[[ Provided material open ]]

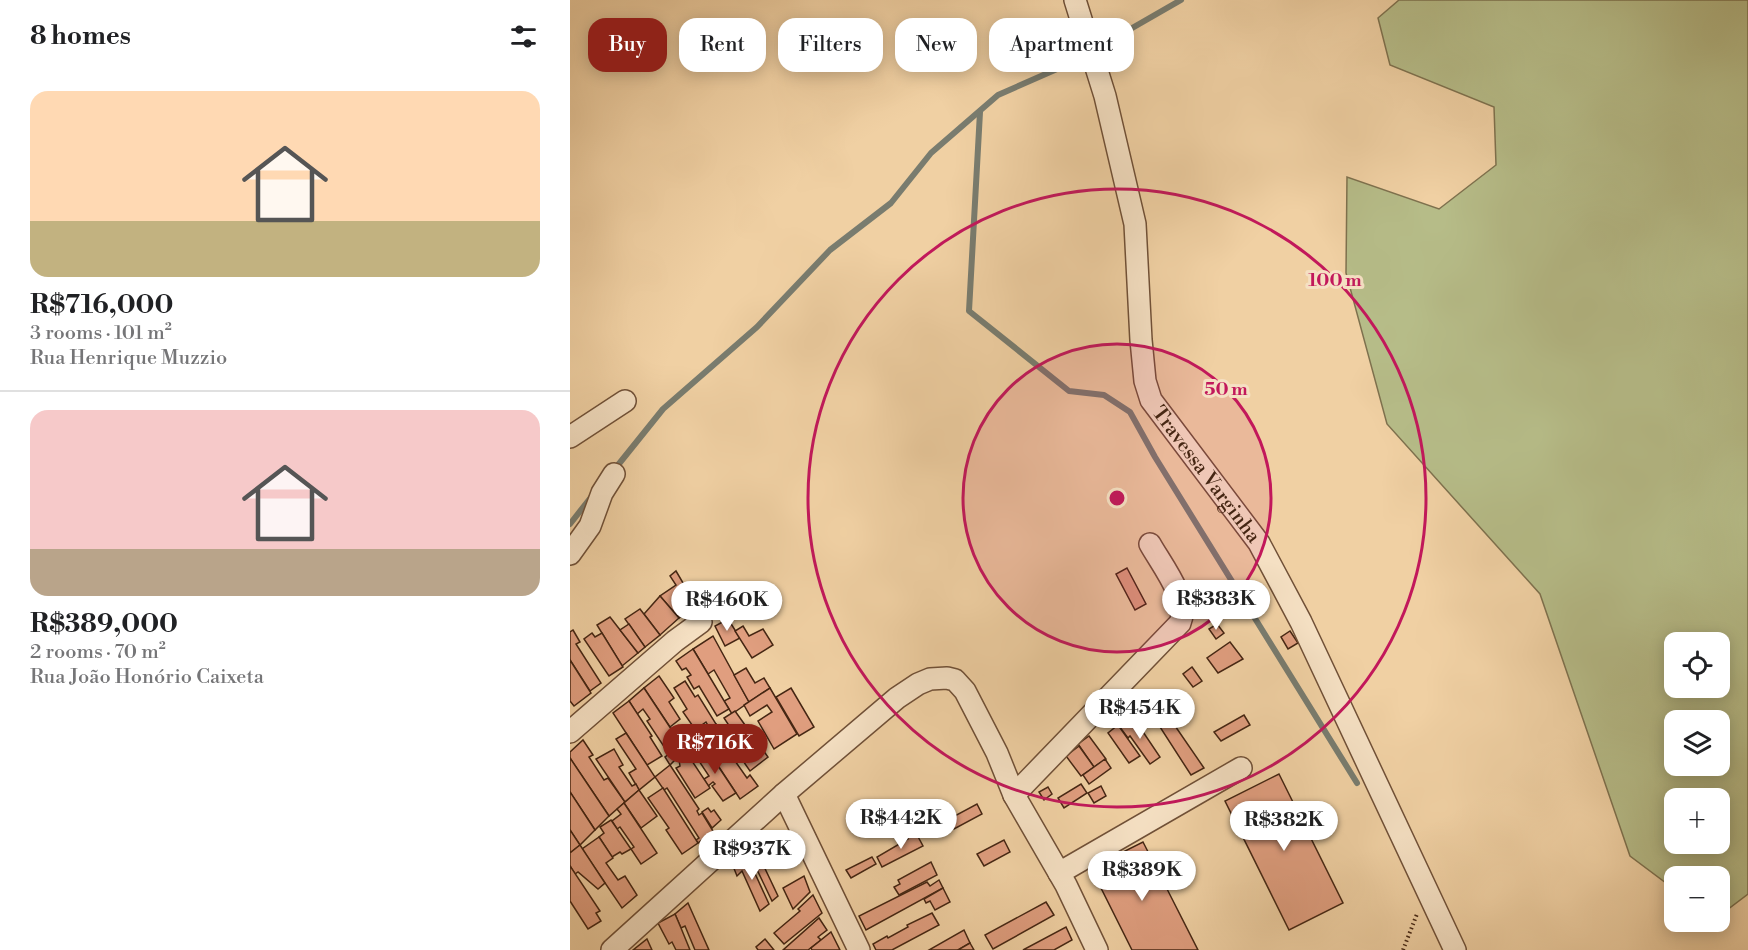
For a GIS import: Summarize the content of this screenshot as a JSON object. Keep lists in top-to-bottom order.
{
  "streets": {
    "street": ["Travessa Varginha"]
  },
  "page": {
    "heading": "8 homes",
    "chip": [
      "Buy",
      "Rent",
      "Filters",
      "New",
      "Apartment"
    ],
    "list": [
      {
        "name": "R$716,000",
        "note": "3 rooms · 101 m² · Rua Henrique Muzzio"
      },
      {
        "name": "R$389,000",
        "note": "2 rooms · 70 m² · Rua João Honório Caixeta"
      }
    ],
    "price": [
      "R$383K",
      "R$460K",
      "R$454K",
      "R$716K",
      "R$442K",
      "R$382K",
      "R$937K",
      "R$389K"
    ],
    "map_buttons": ["+", "−"]
  },
  "rings": ["100 m", "50 m"]
}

[[ Provided material closed ]]

*Work order*
Only the pictures stay behind; copy everything else in the records above exactly.

*Task response*
For a GIS import: Summarize the content of this screenshot as a JSON object. Keep lists in top-to-bottom order.
{
  "streets": {
    "street": ["Travessa Varginha"]
  },
  "page": {
    "heading": "8 homes",
    "chip": [
      "Buy",
      "Rent",
      "Filters",
      "New",
      "Apartment"
    ],
    "list": [
      {
        "name": "R$716,000",
        "note": "3 rooms · 101 m² · Rua Henrique Muzzio"
      },
      {
        "name": "R$389,000",
        "note": "2 rooms · 70 m² · Rua João Honório Caixeta"
      }
    ],
    "price": [
      "R$383K",
      "R$460K",
      "R$454K",
      "R$716K",
      "R$442K",
      "R$382K",
      "R$937K",
      "R$389K"
    ],
    "map_buttons": ["+", "−"]
  },
  "rings": ["100 m", "50 m"]
}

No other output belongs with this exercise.